Gaps in California arrest data make it easier for violent felons to get guns, study finds
Before authorities charged Anton Lemon Paris last year with murder and attempted murder in the shooting of a Rancho Cordova sheriff’s deputy and his partner, the most serious offense on his rap sheet had been a 2010 conviction for the possession of homemade nunchucks.
Such possession is a felony in California, and a Yolo County jury further enhanced the crime, finding he also had with him a firearm and an assault weapon. But Paris was able to later obtain the gun used in the Rancho Cordova shooting because state authorities incorrectly recorded the charge as a misdemeanor on his state criminal record, as first reported by the Sacramento Bee.
Researchers say the case underscores the wide gaps in statewide criminal justice data that mistakenly allow some offenders to own firearms and unduly criminalize others. The gaps also hinder state lawmakers as they work to roll back tough drug and sentencing laws that have disproportionately targeted people of color. The disparities, highlighted in a new report released Tuesday by Stanford Law School and a nonprofit criminal justice research group, Measures for Justice, have prompted lawmakers to consider establishing new reporting requirements for law enforcement agencies across California.
A proposal by Assemblyman Rob Bonta (D-Alameda) would create new statewide reporting standards for local and state law enforcement agencies and courts and clarify existing public records laws to allow greater access to the information.
The Stanford analysis found that up to 60% of arrest records compiled by the state’s Department of Justice are missing disposition information, including violent criminal histories that might inadvertently allow some offenders to acquire firearms. Meanwhile, no statewide standards exist for how counties should track criminal cases, arrests or inmate records, even as criminal justice reforms in recent years have shifted greater control to local sheriffs and probation departments over the incarceration of adult and juvenile offenders.
“California’s local criminal justice data infrastructure is inconsistent at best and, in some jurisdictions, almost non-existent,” the report states. “Challenges with data collection are exacerbated by the absence of statewide data definitions and other standards, which means that even where data are collected, they are often inconsistent and difficult to compare.”
The flaws in data collection make it tough to assess whether efforts to reduce incarceration and recent laws rolling back sentencing for offenders are working — and saving the state money, as its backers proposed, researchers, prosecutors and public defense lawyers said. And it’s not only in the lack of coherent data where the problems arise, but in who can gain access to the information.
The California Department of Corrections has no formal policy to allow researchers, reporters or the public to obtain data, Stanford and Measures for Justice researchers found, and though court records are available to the public, rules that restrict the “bulk distribution” of electronic documents can hamper public access.

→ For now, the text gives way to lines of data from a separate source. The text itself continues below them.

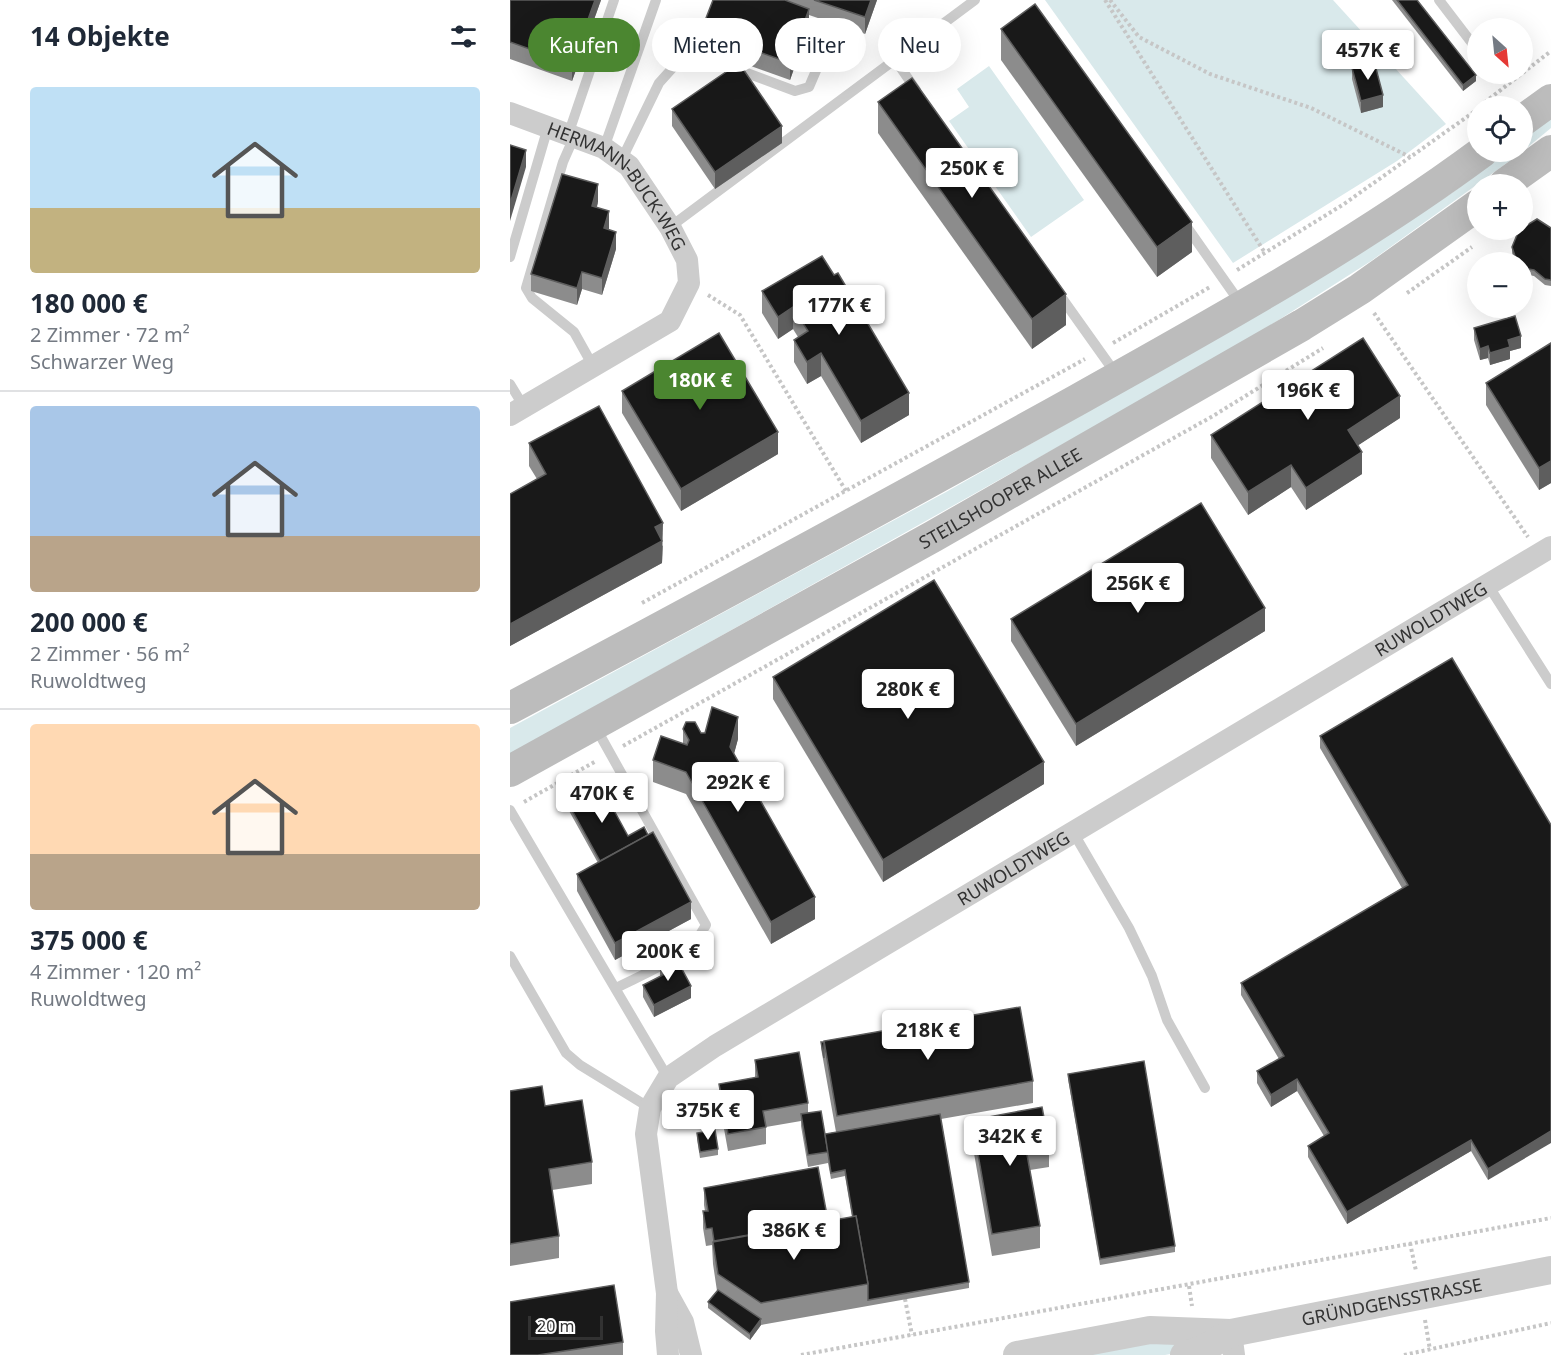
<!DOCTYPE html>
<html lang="de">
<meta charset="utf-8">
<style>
body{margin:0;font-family:"Noto Sans",sans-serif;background:#f6f6f7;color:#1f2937;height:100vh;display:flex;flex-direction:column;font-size:22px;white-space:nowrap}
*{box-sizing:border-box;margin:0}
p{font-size:20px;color:#747a83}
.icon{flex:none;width:33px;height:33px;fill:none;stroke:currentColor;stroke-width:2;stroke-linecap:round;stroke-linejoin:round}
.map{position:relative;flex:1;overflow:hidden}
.side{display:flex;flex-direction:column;background:#fff;width:510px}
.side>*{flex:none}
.banner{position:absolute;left:18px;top:18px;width:570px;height:54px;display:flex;gap:12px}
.needle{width:39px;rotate:153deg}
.controls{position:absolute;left:957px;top:18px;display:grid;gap:12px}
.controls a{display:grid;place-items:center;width:66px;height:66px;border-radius:50%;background:#fff;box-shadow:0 6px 24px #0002;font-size:30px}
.scale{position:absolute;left:18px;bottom:15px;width:75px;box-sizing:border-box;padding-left:6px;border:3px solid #323232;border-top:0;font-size:16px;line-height:21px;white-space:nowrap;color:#323232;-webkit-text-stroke:4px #fff;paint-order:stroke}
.price{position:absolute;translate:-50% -51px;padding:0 14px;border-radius:6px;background:#fff;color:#222;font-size:20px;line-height:39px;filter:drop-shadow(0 2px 3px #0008)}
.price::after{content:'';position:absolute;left:50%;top:36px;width:18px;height:14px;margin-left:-9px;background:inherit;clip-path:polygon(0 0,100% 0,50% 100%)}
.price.selected{background:#4b8630;color:#fff}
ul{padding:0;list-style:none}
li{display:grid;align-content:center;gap:12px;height:318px;padding:0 30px}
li+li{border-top:2px solid #e0e1e3}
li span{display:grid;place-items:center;height:186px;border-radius:6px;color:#555}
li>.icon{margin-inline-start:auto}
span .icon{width:108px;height:108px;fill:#fffc;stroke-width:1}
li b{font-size:26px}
h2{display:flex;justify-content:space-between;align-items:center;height:72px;padding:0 30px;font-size:26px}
.chip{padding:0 21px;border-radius:27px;background:#fff;box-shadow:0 6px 24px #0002;font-size:21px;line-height:54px}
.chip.selected{background:#4b8630;color:#fff}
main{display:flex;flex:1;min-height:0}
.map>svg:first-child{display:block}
.green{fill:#d9e9eb}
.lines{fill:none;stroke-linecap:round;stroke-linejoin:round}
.path{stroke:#c6c6c6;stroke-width:4;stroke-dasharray:3 3;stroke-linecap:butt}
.service{stroke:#ccc;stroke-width:10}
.minor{stroke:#ccc;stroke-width:22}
.tertiary{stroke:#ccc;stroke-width:28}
.secondary{stroke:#bcbcbc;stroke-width:32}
.wall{fill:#8c8c8c}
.shaded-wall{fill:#5e5e5e}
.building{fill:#191919;stroke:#5e5e5e;stroke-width:1.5}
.labels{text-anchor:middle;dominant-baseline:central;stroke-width:6;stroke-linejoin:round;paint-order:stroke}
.street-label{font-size:18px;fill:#323232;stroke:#fff}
</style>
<main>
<section class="side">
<h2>14 Objekte<svg class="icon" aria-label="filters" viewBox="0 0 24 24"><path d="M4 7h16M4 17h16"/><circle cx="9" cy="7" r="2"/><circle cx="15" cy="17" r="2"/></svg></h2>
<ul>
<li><span style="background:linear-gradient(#bfe0f5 65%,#c2b280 0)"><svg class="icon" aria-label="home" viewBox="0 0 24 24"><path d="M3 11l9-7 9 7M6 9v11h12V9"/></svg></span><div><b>180 000 €</b><p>2 Zimmer · 72 m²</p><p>Schwarzer Weg</p></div></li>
<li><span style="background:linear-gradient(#a9c7e8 70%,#b9a48a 0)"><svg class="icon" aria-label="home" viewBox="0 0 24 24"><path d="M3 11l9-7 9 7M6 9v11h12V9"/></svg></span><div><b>200 000 €</b><p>2 Zimmer · 56 m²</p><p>Ruwoldtweg</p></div></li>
<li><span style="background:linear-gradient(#ffd9b3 70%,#b9a48a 0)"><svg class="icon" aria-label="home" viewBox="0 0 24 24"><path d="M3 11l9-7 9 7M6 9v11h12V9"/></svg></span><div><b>375 000 €</b><p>4 Zimmer · 120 m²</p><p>Ruwoldtweg</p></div></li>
</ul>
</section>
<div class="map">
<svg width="1041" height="1355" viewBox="0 0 1041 1355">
<rect width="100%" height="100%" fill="#fff"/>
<g class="green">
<path d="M 535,0 L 823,0 L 936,124 L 887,161 L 723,263 Z"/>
<path d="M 479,66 L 574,200 L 521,237 L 439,121 L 459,107 L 447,89 Z"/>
<path d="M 1041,117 L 1041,128 L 1013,151 L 1013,139 Z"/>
<path d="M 997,152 L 1012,152 L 861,261 L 728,346 L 0,754 L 0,728 L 436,492 L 722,330 L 942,193 Z"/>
<path d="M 676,1341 L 678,1351 L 655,1355 L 565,1355 L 640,1342 Z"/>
</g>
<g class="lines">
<g class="path">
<path d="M 595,0 L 755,253"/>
<path d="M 600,0 L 629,37 L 700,74 L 801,108 L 900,157"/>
<path d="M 970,106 L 1041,51"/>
<path d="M 727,270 L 834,204 L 968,109"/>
<path d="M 897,293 L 962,247"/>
<path d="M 198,295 L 230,315 L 336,491"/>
<path d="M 864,313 L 1018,537"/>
<path d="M 603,343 L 700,287"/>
<path d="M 132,603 L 575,359"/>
<path d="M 113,746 L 703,416 L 813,348"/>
<path d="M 14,802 L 86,761"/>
<path d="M 900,1243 L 906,1271"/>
<path d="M 679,1286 L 682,1306"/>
<path d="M 395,1299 L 402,1335"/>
<path d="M 915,1320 L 920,1350"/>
<path d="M 291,1355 L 1041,1218"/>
<path d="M 894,1355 L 1041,1323"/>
</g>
<g class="service">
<path d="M 929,0 L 968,51"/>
<path d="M 386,61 L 406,90"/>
<path d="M 58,135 L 104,0"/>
<path d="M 64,137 L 53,162 L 16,288 L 22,298 L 64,332 L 83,366"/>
<path d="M 94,148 L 146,0"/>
<path d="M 112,159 L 149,83 L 167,63 L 185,61 L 218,66 L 285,91 L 299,87 L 317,45"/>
<path d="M 674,223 L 731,304"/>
<path d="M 160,227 L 465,0"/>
<path d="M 0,257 L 38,127"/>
<path d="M 549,294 L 606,374"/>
<path d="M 0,384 L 14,407"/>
<path d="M 978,585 L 1041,684"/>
<path d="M 86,728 L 196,925 C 180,957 137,972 106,988"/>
<path d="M 0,810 L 158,1078"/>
<path d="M 563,832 L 619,928 L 642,976 L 657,1020 L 695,1088"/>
<path d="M 0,956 L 56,1053 L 70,1065 L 140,1108"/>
</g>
<g class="minor">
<path id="s1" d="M 0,113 L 94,148 L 119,166 L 160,227 L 177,260 L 179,283 L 160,321 L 0,415"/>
<path d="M 157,1293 L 173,1322 L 181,1355"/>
<path d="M 721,1333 L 724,1355"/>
<path id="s2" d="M 158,1355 L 156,1331 L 157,1293 L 136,1134 L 140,1108 L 158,1078 L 205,1046 L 1041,547"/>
</g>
<g class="tertiary">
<path d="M 507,1355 L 640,1330 L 721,1333"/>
<path id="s3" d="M 674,1355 L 691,1350 L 721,1333 L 1041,1270"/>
</g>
<g class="secondary">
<path d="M 1012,121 L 1041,100"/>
<path d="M 995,184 L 1041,151"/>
<path d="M 0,708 C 190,607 380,504 569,399 C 706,322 845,246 972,152"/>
<path id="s4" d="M 0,771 L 424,536 L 792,325 L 850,289 L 968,205"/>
</g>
</g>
<g class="wall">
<path d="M 0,0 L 91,0 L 62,81 L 0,59 Z"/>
<path d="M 203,0 L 367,0 L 355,34 L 299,15 L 299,26 L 280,80 L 191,48 L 191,31 Z"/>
<path d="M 882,0 L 907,0 L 966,81 L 953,91 Z"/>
<path d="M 491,29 L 682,252 L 647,277 L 491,60 Z"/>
<path d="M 842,68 L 873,107 L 851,113 L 842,79 Z"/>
<path d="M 368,102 L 556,325 L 522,349 L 368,133 Z"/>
<path d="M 162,109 L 272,143 L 205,189 L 162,126 Z"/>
<path d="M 88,202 L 87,207 L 99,228 L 99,230 L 106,249 L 92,295 L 72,289 L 67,305 L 21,291 L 21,274 Z"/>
<path d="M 1041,228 L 1041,286 L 1035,285 L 1024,276 L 1012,274 L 1012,262 L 1005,262 L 1002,253 L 1002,247 Z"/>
<path d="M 312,256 L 399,415 L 351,443 L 311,376 L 297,384 L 284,362 L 284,340 L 288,337 L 283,329 L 268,339 L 252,313 L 252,291 Z"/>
<path d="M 964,328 L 1011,348 L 1000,351 L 1000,359 L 980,365 L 978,358 L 970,360 L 964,340 Z"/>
<path d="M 1041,343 L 1041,483 L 1029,490 L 976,405 L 976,383 Z"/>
<path d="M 112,391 L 268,454 L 171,511 L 112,413 Z"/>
<path d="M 890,418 L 848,445 L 852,474 L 796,510 L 781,487 L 738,515 L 701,458 L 701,435 Z"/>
<path d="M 19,443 L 153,546 L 152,563 L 0,646 L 0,494 L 27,479 L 19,466 Z"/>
<path d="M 501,619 L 755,631 L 566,746 L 501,641 Z"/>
<path d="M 263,677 L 534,784 L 373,882 L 263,699 Z"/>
<path d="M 173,729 L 191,733 L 228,739 L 224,753 L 305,919 L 261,944 L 176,794 L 143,782 L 143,760 L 173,743 Z"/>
<path d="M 810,736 L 1041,825 L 978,1180 L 961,1151 L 837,1224 L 798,1157 L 798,1146 L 814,1136 L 787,1091 L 761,1107 L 747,1083 L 747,1071 L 769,1059 L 731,995 L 731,983 L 892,888 L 810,748 Z"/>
<path d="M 58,803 L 118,836 L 181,919 L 105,960 L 67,891 L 67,874 L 88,863 L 58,809 Z"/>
<path d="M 150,964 L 181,998 L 144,1017 L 133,997 L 133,985 L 150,976 Z"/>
<path d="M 311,1042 L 523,1081 L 523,1103 L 431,1119 L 459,1282 L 459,1288 L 251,1325 L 240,1340 L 198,1308 L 198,1302 L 207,1291 L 203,1264 L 202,1245 L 196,1246 L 193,1228 L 193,1211 L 195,1211 L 194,1205 L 194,1188 L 318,1221 L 342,1217 L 335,1176 L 321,1179 L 318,1163 L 298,1167 L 291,1126 L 291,1121 L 256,1127 L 256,1144 L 218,1151 L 209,1101 L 209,1084 L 245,1078 L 245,1060 L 298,1103 L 298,1113 L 315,1134 L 326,1132 L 311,1048 Z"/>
<path d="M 558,1074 L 665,1246 L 665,1252 L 590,1265 L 558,1079 Z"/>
<path d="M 0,1091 L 35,1106 L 82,1162 L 82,1184 L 42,1190 L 49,1236 L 49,1258 L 0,1266 Z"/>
<path d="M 462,1120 L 539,1145 L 539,1167 L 520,1170 L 530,1226 L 530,1248 L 482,1256 L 462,1142 Z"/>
<path d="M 187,1133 L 208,1149 L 208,1155 L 190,1158 L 187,1139 Z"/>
<path d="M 113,1342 L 113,1355 L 0,1355 Z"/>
</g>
<g class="shaded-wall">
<path d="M 85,0 L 91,0 L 62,81 L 62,64 Z"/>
<path d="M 361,0 L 367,0 L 355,34 L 355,17 Z"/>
<path d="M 299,9 L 299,26 L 280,80 L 280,63 Z"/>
<path d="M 966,75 L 966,81 L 953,91 L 953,85 Z"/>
<path d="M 873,95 L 873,107 L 851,113 L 851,101 Z"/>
<path d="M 272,126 L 272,143 L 205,189 L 205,172 Z"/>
<path d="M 16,150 L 16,167 L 0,221 L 0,204 Z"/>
<path d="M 88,184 L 88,202 L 82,223 L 82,206 Z"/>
<path d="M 99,211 L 99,228 L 94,245 L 94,228 Z"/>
<path d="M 682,222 L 682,252 L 647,277 L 647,247 Z"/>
<path d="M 106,232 L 106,249 L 92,295 L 92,278 Z"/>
<path d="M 72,272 L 72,289 L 67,305 L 67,288 Z"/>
<path d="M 556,294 L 556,325 L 522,349 L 522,319 Z"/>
<path d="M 283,307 L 283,329 L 268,339 L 268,317 Z"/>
<path d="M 1011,336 L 1011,348 L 1000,351 L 1000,359 L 980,365 L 980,353 L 998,340 Z"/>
<path d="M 978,346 L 978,358 L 970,360 L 970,349 Z"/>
<path d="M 311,353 L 311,376 L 297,384 L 297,362 Z"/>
<path d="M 399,393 L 399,415 L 351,443 L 351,421 Z"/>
<path d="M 890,396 L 890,418 L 838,452 L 838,430 Z"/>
<path d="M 268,432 L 268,454 L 171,511 L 171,489 Z"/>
<path d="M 852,452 L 852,474 L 796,510 L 796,488 Z"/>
<path d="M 1041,461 L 1041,483 L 1029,490 L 1029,468 Z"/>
<path d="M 781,465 L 781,487 L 738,515 L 738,492 Z"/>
<path d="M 153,523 L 152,563 L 0,646 L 0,624 L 145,527 Z"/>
<path d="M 755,608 L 755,631 L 566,746 L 566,724 Z"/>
<path d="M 228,717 L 228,739 L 220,769 L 220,747 Z"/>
<path d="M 534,762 L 534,784 L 373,882 L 373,860 Z"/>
<path d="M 305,897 L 305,919 L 261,944 L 261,922 Z"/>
<path d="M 181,902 L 181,919 L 105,960 L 105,943 Z"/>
<path d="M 181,986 L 181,998 L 144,1017 L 144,1005 Z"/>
<path d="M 787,1079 L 787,1091 L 761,1107 L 761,1095 Z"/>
<path d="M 1041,1131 L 1041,1143 L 978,1180 L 978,1169 Z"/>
<path d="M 961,1140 L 961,1151 L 837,1224 L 837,1212 Z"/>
<path d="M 251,1319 L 251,1325 L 240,1340 L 240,1334 Z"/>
</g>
<g class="building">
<path d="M 0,0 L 85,0 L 62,64 L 0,42 Z"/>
<path d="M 203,0 L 275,0 L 299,9 L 280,63 L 191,31 Z"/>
<path d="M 304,0 L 361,0 L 355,17 Z"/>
<path d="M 887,0 L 907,0 L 966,75 L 953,85 Z"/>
<path d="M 525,4 L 682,222 L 647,247 L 491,29 Z"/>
<path d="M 864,61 L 873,95 L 851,101 L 842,68 Z"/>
<path d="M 229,63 L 272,126 L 205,172 L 162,109 Z"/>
<path d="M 402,78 L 556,294 L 522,319 L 368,102 Z"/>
<path d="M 0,145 L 16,150 L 0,204 Z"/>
<path d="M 52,174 L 88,184 L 82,206 L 99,211 L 94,228 L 106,232 L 92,278 L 72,272 L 67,288 L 21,274 Z"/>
<path d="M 1027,219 L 1041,228 L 1041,280 L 1035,279 L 1024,270 L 1012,268 L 1012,262 L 1007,262 L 1002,247 L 1009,230 L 1012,230 L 1012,228 Z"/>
<path d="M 312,256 L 324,275 L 328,273 L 399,393 L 351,421 L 311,353 L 297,362 L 284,340 L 298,331 L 283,307 L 268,317 L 252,291 Z"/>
<path d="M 1005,316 L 1011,336 L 998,340 L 1000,347 L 980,353 L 978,346 L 970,349 L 964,328 Z"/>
<path d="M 209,333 L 268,432 L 171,489 L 112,391 Z"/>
<path d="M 853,338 L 890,396 L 838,430 L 852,452 L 796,488 L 781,465 L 738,492 L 701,435 Z"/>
<path d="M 1041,343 L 1041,461 L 1029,468 L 976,383 Z"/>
<path d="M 89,406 L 153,523 L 145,527 L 152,541 L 0,624 L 0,494 L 36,474 L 19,443 Z"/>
<path d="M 691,503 L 755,608 L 566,724 L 501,619 Z"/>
<path d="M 424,580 L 534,762 L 373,860 L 263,677 Z"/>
<path d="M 942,658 L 1041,825 L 1041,1131 L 978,1169 L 961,1140 L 837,1212 L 798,1146 L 819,1133 L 787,1079 L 761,1095 L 747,1071 L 774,1056 L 731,983 L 898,885 L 810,736 Z"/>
<path d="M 202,707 L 228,717 L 220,747 L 305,897 L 261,922 L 176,772 L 143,760 L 151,736 L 177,745 L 179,740 L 173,729 L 176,722 L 185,722 L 191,733 L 195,733 Z"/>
<path d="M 90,785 L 118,836 L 134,827 L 138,835 L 90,861 L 58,803 Z"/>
<path d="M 143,832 L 181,902 L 105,943 L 67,874 Z"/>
<path d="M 165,956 L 181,986 L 144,1005 L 133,985 L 155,974 L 150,964 Z"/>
<path d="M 510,1007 L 523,1081 L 327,1116 L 314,1041 Z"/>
<path d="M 311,1042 L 314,1042 L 314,1058 Z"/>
<path d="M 289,1052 L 298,1103 L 253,1111 L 256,1127 L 218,1134 L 209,1084 L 248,1077 L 245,1060 Z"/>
<path d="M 634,1061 L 665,1246 L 590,1259 L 558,1074 Z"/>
<path d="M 32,1086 L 35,1106 L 72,1100 L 82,1162 L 39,1169 L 49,1236 L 0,1244 L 0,1091 Z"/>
<path d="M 532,1107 L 539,1145 L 516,1149 L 530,1226 L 482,1234 L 462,1120 Z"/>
<path d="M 311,1111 L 318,1152 L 298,1155 L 291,1114 Z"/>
<path d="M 430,1114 L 459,1282 L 358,1300 L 358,1284 L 346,1216 L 343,1217 L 335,1170 L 321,1173 L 315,1134 Z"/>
<path d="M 205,1130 L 208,1149 L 190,1152 L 187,1133 Z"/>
<path d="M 308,1167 L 318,1221 L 204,1241 L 202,1228 L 196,1229 L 193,1211 L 198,1211 L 194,1188 Z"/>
<path d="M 346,1216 L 358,1284 L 251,1303 L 208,1274 L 203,1242 Z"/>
<path d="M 104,1285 L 113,1342 L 28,1355 L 0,1355 L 0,1302 Z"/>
<path d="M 208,1290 L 251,1319 L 240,1334 L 198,1302 Z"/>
</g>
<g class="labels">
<g class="street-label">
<text stroke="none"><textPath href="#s1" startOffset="135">HERMANN-BUCK-WEG</textPath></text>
<text stroke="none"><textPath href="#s4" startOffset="561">STEILSHOOPER ALLEE</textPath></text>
<text stroke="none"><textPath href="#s2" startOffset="1174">RUWOLDTWEG</textPath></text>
<text stroke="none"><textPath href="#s2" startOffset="688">RUWOLDTWEG</textPath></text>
<text stroke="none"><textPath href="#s3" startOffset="216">GRÜNDGENSSTRASSE</textPath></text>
</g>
</g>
</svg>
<div class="controls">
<a><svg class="needle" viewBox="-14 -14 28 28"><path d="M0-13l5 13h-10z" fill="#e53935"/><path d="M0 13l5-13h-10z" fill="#747a83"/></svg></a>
<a><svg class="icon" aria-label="locate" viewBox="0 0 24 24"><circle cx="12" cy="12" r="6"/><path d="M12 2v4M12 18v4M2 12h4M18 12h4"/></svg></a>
<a>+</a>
<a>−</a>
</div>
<div class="scale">20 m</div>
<b class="price" style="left:858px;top:81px">457K €</b>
<b class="price" style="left:462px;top:199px">250K €</b>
<b class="price" style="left:329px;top:336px">177K €</b>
<b class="price selected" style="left:190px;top:411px">180K €</b>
<b class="price" style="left:798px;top:421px">196K €</b>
<b class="price" style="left:628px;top:614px">256K €</b>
<b class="price" style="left:398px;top:720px">280K €</b>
<b class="price" style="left:228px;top:813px">292K €</b>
<b class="price" style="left:92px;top:824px">470K €</b>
<b class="price" style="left:158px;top:982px">200K €</b>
<b class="price" style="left:418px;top:1061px">218K €</b>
<b class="price" style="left:198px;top:1141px">375K €</b>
<b class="price" style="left:500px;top:1167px">342K €</b>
<b class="price" style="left:284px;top:1261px">386K €</b>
<div class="banner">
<a class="chip selected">Kaufen</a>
<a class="chip">Mieten</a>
<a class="chip">Filter</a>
<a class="chip">Neu</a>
</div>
</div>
</main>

“What stood out to me was the ways in which failures — both in terms in collection and data access and transparency — have created this perfect storm, where we are able to know so much less than we should,” said Mikaela Rabinowitz with Measures for Justice, which gathers criminal justice data from counties nationwide and works to improve collection practices. “It basically creates a black box, and we have advocates and legislators across the spectrum promoting policy without actual information to drive that policy.”
Maria McKee, principal analyst in the San Francisco district attorney’s office, and Max Szabo, its director of communication and legislative affairs, said the data disparities made it difficult for prosecutors to assess individual cases, make predictions about criminal justice proposals and evaluate laws passed.
State lawmakers are weighing bills to require law enforcement policies to collect data on hate crimes and prison rehabilitation programs, and to use a “risk assessment tool,” a type of tech analysis, to release parolees who score under a certain level, posing less of a threat to public safety. But measuring the human and financial impact of such laws, they said, will be difficult without standard datasets already in place.
“Every day you’re making decisions without data is a day you’re not making the best decisions,” District Attorney George Gascón said in a statement. “The absence of good data is a threat to public safety, but it’s also a threat to good governance. We cannot make the best use of taxpayer resources and effectively manage our most important institutions on a hunch.”
Perhaps no other proposal last year captured the data challenges as California’s landmark bail law, which abolished the use of money as a condition of release from jail, replacing it with a system that grants judges greater power to decide who should remain incarcerated ahead of trial.
Stanford and Measures for Justice researchers found the lack of data reporting by law enforcement and courts made it hard to assess cash bail and pre-trial diversion efforts. Indeed, supporters and opponents of the legislation came to wildly different conclusions about its costs to counties, and a whole crop of criminal justice reform groups initially backing the measure dropped their support, fearing it could lead to greater number of people behind bars.
Bonta, who co-authored the bail law, said the challenges he encountered in crafting the bail legislation further motivated him to introduce his proposal this year to standardize data collection practices across the state.
“We need to have good data,” he said. Good policies start “with high quality, comprehensive data that provides the full picture. And right now we have a system of criminal justice data that data scientists say is disjointed and imperfect, of lower quality than we need.”